Records provided Block Start

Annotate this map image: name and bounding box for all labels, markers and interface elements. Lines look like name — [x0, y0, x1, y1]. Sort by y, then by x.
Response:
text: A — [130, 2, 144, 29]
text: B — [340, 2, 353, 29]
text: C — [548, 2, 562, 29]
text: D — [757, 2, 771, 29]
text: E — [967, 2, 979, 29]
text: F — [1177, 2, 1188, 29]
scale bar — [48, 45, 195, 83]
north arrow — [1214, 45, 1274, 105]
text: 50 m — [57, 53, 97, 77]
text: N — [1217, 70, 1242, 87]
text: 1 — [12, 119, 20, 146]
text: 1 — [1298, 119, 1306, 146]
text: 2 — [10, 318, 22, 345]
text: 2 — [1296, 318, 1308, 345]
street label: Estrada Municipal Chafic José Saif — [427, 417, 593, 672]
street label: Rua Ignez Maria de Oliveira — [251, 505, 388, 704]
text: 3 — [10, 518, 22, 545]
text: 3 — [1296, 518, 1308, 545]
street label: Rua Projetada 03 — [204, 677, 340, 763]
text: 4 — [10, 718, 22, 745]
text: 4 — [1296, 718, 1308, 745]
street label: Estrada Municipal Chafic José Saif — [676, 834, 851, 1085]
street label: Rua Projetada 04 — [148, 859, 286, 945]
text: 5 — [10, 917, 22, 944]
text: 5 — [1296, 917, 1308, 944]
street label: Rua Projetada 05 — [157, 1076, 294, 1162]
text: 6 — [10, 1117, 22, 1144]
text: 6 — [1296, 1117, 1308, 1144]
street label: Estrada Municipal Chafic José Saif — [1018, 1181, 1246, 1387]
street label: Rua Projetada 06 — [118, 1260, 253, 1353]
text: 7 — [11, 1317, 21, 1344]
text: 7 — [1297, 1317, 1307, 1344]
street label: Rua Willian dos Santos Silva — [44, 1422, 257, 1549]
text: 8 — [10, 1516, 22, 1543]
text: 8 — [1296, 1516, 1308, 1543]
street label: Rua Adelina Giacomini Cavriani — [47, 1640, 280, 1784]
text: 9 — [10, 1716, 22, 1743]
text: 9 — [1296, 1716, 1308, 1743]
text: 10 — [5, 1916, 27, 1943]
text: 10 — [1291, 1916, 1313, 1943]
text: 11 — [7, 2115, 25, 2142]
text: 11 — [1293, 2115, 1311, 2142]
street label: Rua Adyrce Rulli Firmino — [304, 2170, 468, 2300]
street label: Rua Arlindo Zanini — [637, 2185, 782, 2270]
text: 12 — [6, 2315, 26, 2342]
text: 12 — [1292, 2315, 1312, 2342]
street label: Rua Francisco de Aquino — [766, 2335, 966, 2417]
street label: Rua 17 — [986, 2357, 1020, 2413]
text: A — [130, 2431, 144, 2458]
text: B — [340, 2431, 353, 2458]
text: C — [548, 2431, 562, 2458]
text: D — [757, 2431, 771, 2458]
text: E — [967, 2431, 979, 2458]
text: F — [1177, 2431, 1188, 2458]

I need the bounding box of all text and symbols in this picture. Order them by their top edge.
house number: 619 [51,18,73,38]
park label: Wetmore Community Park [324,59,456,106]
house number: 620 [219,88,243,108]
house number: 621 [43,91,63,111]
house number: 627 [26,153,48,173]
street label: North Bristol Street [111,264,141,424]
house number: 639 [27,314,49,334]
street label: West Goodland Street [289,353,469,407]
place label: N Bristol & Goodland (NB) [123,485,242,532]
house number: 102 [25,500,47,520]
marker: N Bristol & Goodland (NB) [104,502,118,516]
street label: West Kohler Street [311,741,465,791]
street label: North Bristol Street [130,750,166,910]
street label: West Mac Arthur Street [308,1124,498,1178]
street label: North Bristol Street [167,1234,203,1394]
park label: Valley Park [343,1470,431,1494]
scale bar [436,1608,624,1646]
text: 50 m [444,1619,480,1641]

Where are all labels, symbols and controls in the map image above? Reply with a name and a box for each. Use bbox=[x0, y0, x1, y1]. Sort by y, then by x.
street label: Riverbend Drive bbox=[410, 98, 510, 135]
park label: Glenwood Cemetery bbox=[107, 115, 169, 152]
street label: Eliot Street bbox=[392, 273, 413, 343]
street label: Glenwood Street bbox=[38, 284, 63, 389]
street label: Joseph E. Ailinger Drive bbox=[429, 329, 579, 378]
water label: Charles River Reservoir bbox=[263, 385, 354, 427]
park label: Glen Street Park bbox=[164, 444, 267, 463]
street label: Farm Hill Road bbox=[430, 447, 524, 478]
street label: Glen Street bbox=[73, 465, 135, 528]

Records provided Block End

▶ **Description of the task**: Write out every entry again, exactly as it appears.

▶ **Result**:
Annotate this map image: name and bounding box for all labels, markers and interface elements. Lines look like name — [x0, y0, x1, y1]. Sort by y, then by x.
Response:
text: A — [130, 2, 144, 29]
text: B — [340, 2, 353, 29]
text: C — [548, 2, 562, 29]
text: D — [757, 2, 771, 29]
text: E — [967, 2, 979, 29]
text: F — [1177, 2, 1188, 29]
scale bar — [48, 45, 195, 83]
north arrow — [1214, 45, 1274, 105]
text: 50 m — [57, 53, 97, 77]
text: N — [1217, 70, 1242, 87]
text: 1 — [12, 119, 20, 146]
text: 1 — [1298, 119, 1306, 146]
text: 2 — [10, 318, 22, 345]
text: 2 — [1296, 318, 1308, 345]
street label: Estrada Municipal Chafic José Saif — [427, 417, 593, 672]
street label: Rua Ignez Maria de Oliveira — [251, 505, 388, 704]
text: 3 — [10, 518, 22, 545]
text: 3 — [1296, 518, 1308, 545]
street label: Rua Projetada 03 — [204, 677, 340, 763]
text: 4 — [10, 718, 22, 745]
text: 4 — [1296, 718, 1308, 745]
street label: Estrada Municipal Chafic José Saif — [676, 834, 851, 1085]
street label: Rua Projetada 04 — [148, 859, 286, 945]
text: 5 — [10, 917, 22, 944]
text: 5 — [1296, 917, 1308, 944]
street label: Rua Projetada 05 — [157, 1076, 294, 1162]
text: 6 — [10, 1117, 22, 1144]
text: 6 — [1296, 1117, 1308, 1144]
street label: Estrada Municipal Chafic José Saif — [1018, 1181, 1246, 1387]
street label: Rua Projetada 06 — [118, 1260, 253, 1353]
text: 7 — [11, 1317, 21, 1344]
text: 7 — [1297, 1317, 1307, 1344]
street label: Rua Willian dos Santos Silva — [44, 1422, 257, 1549]
text: 8 — [10, 1516, 22, 1543]
text: 8 — [1296, 1516, 1308, 1543]
street label: Rua Adelina Giacomini Cavriani — [47, 1640, 280, 1784]
text: 9 — [10, 1716, 22, 1743]
text: 9 — [1296, 1716, 1308, 1743]
text: 10 — [5, 1916, 27, 1943]
text: 10 — [1291, 1916, 1313, 1943]
text: 11 — [7, 2115, 25, 2142]
text: 11 — [1293, 2115, 1311, 2142]
street label: Rua Adyrce Rulli Firmino — [304, 2170, 468, 2300]
street label: Rua Arlindo Zanini — [637, 2185, 782, 2270]
text: 12 — [6, 2315, 26, 2342]
text: 12 — [1292, 2315, 1312, 2342]
street label: Rua Francisco de Aquino — [766, 2335, 966, 2417]
street label: Rua 17 — [986, 2357, 1020, 2413]
text: A — [130, 2431, 144, 2458]
text: B — [340, 2431, 353, 2458]
text: C — [548, 2431, 562, 2458]
text: D — [757, 2431, 771, 2458]
text: E — [967, 2431, 979, 2458]
text: F — [1177, 2431, 1188, 2458]

I need the bounding box of all text and symbols in this picture. Order them by their top edge.
house number: 619 [51,18,73,38]
park label: Wetmore Community Park [324,59,456,106]
house number: 620 [219,88,243,108]
house number: 621 [43,91,63,111]
house number: 627 [26,153,48,173]
street label: North Bristol Street [111,264,141,424]
house number: 639 [27,314,49,334]
street label: West Goodland Street [289,353,469,407]
place label: N Bristol & Goodland (NB) [123,485,242,532]
house number: 102 [25,500,47,520]
marker: N Bristol & Goodland (NB) [104,502,118,516]
street label: West Kohler Street [311,741,465,791]
street label: North Bristol Street [130,750,166,910]
street label: West Mac Arthur Street [308,1124,498,1178]
street label: North Bristol Street [167,1234,203,1394]
park label: Valley Park [343,1470,431,1494]
scale bar [436,1608,624,1646]
text: 50 m [444,1619,480,1641]

Where are all labels, symbols and controls in the map image above? Reply with a name and a box for each. Use bbox=[x0, y0, x1, y1]. Sort by y, then by x.
street label: Riverbend Drive bbox=[410, 98, 510, 135]
park label: Glenwood Cemetery bbox=[107, 115, 169, 152]
street label: Eliot Street bbox=[392, 273, 413, 343]
street label: Glenwood Street bbox=[38, 284, 63, 389]
street label: Joseph E. Ailinger Drive bbox=[429, 329, 579, 378]
water label: Charles River Reservoir bbox=[263, 385, 354, 427]
park label: Glen Street Park bbox=[164, 444, 267, 463]
street label: Farm Hill Road bbox=[430, 447, 524, 478]
street label: Glen Street bbox=[73, 465, 135, 528]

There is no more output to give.